Location
- 33 Myoora Road, Terrey Hills NSW 2084 Terrey Hills, New South Wales Australia 33°41′20″S 151°13′11″E﻿ / ﻿33.6889°S 151.2198°E

Information
- Founded: 1989
- Grades: Preschool to Year 12
- Website: germanschoolsydney.com

= German International School Sydney =

German International School Sydney is a German international school in Terrey Hills, Sydney, New South Wales.

It serves from Preschool until IBDP Senior Secondary (Sekundarstufe II).

==Curriculum==
The primary school, years 1–6, uses a German immersion programme. The secondary school has two divisions: a German stream and an English stream; 85% of the secondary students are in the German stream. Students in the English stream, making up the remainder of the students, take German classes.

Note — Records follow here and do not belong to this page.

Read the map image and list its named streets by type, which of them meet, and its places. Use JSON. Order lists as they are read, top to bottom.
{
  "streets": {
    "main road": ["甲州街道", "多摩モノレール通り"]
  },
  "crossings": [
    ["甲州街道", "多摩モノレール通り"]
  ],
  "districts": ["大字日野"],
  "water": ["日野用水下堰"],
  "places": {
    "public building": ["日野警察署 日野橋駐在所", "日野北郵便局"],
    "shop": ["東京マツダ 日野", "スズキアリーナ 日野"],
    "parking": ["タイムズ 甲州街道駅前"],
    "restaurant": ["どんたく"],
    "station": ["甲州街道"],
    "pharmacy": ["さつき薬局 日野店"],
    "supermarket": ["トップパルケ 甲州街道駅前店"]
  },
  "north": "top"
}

Certain subjects are taught to all students in German, such as Year 8 Biology, while others are taught to all students in English, such as Year 8 Chemistry and Geography. Students from both streams take the same art and music classes.

==Operations==
The school does not require its students to wear school uniforms. The tuition for the youngest students, as of 2014, is $10,000 Australian dollars. The tuition for students years 11 and 12, as of the same year, varies depending on the subjects chosen for the International Baccalaureate program. The highest possible annual tuition for a year 11 or 12 student is $20,000.

==Student body==
As of 2014 the school has 230 students, with half of them being of a German background.